Rock & Folk

Elastica

“ELASTICA”

- ISABELLE CHELLEY

GEFFEN

En mars 1995, quand paraît son premier album, Elastica, et surtout sa chanteuse et guitariste androgyne, Justine Frischmann, sont plus souvent dans la rubrique qui couche avec qui chez nos amis les Britpopper­s qu’en une des magazines musicaux. Peu importe, puisque même la presse spécialisé­e s’étendait sur le sujet, renvoyant l’image d’un London toujours swinguant avec, dans le rôle de Marianne Faithfull, une garçonne en cuir et, dans ceux de Mick et Brian, les leaders de Blur et Suede. Et il y a eu la drogue, la rupture, le brouillard toxique des tabloïds qui ont obscurci l’héritage d’Elastica, puisqu’en réécoutant “Elastica”, on constate avec surprise qu’il est meilleur que dans nos souvenirs. Pop et punk à la fois, insolent, truffé de chansons brèves et de sacrés bons singles qui traînaient dans un recoin de notre mémoire. Comme “Line-Up”, son beat lancinant et ses soupirs étouffés, le blondiesqu­e “Annie”, “Connection” et sa flopée de gimmicks, les incursions du côté de chez George Harrison de “Indian Song”, le joyeusemen­t explosif “Vaseline” ou “Stutter”, cocktail de pop harmonieus­e et d’énergie. Les mélodies séduisent sans tapiner, les guitares sont tout en nerfs et, au micro, Frischmann obtient ce ton blasé et charmeur qu’on n’a entendu que chez Debbie Harry, Chrissie Hynde et Niagara (de Destroy All Monsters, groupe culte de Detroit dont Ron Asheton a fait partie).
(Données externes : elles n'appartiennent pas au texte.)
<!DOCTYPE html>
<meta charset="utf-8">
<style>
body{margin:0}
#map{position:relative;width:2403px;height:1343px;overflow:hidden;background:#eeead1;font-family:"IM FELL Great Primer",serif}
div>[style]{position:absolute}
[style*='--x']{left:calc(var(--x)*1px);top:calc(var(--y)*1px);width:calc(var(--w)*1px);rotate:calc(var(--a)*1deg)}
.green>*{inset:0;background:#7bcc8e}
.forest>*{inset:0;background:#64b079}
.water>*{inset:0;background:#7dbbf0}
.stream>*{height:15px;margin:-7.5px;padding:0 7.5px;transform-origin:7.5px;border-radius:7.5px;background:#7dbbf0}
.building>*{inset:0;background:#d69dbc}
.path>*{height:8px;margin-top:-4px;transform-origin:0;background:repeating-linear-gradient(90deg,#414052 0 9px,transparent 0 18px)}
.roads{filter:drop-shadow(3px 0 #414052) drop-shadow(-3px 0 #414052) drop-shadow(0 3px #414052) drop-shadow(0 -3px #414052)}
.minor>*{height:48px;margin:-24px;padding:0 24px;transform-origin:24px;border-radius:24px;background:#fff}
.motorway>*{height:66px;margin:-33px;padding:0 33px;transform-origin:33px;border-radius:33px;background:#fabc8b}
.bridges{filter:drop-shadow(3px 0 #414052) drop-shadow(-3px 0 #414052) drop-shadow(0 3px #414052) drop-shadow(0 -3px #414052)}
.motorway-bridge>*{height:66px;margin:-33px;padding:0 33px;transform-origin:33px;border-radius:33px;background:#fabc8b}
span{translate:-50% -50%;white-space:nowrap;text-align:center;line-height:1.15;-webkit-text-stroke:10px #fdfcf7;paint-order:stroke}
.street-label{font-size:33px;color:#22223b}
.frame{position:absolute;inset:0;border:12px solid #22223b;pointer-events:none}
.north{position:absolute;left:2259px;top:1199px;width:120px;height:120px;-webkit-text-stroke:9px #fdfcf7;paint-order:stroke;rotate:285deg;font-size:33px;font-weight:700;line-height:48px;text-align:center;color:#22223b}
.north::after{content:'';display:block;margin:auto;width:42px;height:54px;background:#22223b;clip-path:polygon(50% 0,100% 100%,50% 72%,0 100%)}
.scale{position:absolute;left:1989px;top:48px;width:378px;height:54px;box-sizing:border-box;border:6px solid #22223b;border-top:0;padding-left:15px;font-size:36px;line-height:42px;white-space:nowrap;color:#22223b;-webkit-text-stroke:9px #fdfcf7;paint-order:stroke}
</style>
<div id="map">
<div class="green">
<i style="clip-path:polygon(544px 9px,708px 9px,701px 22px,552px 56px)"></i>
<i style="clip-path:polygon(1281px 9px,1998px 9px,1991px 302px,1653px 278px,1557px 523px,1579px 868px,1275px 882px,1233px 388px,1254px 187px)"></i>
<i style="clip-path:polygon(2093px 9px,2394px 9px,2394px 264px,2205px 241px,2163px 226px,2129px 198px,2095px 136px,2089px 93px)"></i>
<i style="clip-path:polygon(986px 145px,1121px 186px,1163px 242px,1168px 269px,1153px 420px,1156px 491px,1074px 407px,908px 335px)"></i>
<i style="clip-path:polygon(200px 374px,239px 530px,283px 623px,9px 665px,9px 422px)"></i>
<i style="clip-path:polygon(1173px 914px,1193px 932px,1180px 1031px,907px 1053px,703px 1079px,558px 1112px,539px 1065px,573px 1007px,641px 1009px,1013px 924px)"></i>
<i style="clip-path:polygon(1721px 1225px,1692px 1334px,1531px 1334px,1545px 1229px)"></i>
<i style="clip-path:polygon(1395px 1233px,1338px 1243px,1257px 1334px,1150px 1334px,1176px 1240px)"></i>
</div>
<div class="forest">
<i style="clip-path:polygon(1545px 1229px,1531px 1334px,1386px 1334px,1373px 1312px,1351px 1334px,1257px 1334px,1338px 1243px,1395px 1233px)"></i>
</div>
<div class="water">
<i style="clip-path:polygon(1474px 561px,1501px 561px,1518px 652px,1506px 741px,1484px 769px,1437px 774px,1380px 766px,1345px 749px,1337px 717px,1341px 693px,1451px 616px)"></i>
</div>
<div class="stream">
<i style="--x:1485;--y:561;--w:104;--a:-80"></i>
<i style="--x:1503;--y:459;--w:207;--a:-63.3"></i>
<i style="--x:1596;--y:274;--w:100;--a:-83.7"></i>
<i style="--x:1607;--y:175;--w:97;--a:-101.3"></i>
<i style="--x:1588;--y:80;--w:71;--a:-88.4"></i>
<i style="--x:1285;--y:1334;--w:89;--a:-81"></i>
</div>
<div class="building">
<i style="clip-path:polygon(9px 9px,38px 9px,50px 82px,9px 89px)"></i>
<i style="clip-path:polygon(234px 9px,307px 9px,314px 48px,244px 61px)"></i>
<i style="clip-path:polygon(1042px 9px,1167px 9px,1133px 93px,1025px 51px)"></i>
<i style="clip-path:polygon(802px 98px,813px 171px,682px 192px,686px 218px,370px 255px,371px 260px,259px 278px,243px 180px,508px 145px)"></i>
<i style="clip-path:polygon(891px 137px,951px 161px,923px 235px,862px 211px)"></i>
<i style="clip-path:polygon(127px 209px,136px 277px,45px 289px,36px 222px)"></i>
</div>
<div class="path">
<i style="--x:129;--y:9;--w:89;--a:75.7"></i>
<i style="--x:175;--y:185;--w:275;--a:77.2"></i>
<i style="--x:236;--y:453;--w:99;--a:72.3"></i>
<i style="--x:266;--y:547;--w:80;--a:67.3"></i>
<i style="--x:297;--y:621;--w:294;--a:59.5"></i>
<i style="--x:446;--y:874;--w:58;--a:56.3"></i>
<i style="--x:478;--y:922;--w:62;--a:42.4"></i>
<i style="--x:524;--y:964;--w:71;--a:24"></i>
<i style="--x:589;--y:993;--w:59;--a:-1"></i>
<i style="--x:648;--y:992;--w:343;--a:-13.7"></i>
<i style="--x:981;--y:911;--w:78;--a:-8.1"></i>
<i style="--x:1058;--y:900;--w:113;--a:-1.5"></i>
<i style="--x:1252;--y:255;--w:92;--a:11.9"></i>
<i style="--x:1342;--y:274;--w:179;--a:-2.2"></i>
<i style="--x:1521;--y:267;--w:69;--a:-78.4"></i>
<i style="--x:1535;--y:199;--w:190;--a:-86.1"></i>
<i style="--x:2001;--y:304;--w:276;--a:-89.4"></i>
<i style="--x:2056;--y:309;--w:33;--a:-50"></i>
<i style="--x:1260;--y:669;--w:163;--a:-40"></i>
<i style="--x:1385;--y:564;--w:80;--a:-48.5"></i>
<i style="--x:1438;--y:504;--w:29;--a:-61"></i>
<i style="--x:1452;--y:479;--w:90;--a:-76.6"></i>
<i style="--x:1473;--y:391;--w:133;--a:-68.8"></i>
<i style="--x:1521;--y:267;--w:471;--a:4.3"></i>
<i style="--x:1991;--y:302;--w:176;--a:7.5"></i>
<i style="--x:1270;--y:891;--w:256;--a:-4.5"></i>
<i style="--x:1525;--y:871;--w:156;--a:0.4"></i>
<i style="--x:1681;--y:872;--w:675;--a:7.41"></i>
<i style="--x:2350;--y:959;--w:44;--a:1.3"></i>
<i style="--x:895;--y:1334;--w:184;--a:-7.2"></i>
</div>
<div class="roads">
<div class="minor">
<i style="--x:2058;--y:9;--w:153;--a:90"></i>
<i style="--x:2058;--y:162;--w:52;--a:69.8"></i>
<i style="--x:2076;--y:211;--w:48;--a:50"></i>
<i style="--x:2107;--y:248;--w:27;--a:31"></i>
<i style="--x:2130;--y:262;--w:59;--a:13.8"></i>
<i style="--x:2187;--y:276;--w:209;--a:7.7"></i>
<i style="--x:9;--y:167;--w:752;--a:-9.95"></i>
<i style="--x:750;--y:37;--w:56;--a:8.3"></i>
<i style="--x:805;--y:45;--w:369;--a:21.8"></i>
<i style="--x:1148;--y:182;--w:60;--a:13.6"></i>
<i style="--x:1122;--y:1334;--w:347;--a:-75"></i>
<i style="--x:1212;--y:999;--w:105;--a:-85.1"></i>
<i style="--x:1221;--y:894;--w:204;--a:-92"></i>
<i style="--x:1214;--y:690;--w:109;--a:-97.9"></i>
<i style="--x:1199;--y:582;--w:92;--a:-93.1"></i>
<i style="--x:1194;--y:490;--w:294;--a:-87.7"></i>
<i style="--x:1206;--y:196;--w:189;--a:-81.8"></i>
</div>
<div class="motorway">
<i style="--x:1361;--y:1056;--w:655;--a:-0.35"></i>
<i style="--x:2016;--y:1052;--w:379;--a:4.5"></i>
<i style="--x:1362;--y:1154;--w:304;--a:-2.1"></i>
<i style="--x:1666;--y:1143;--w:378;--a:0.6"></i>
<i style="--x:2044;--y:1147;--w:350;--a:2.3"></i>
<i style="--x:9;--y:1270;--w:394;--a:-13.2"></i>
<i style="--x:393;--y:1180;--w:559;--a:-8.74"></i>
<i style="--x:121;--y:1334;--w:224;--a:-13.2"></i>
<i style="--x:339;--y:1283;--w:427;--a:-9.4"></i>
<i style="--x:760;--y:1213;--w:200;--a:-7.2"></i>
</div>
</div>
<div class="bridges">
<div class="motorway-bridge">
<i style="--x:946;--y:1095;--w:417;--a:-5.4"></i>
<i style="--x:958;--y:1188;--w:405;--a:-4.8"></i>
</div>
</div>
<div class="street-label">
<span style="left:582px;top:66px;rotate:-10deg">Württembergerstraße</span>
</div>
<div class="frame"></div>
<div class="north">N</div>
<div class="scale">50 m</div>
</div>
Les influences du quatuor sont parfois transparen­tes, au point que les accusation­s de plagiat voleront bas de la part de Wire et même des Stranglers (estimant que “Waking Up” avait piqué son riff à “No More Heroes”). C’était également le cas dans le reste de la classe Britpop, mais en 1995, le monde n’était pas prêt à croire qu’un groupe aux trois quarts féminin puisse vraiment composer. Se moquant des polémiques, le grand public s’est rué sur “Elastica” qui devient le premier album d’un jeune groupe à se vendre le plus vite à sa sortie, titre détenu jusque-là par “Definitely Maybe”. La suite de l’histoire est moins drôle. Elastica hésite entre brûler et disparaîtr­e à petit feu, sort un second album en 2000. Trop tard, Justine et sa bande ne sont plus l’un des groupes les plus cool de Londres. Un an après, c’est la séparation. Reste un disque quasi parfait et ce sentiment confus qu’il n’y a pas si longtemps, il fut un moment où le grand public avait bon goût.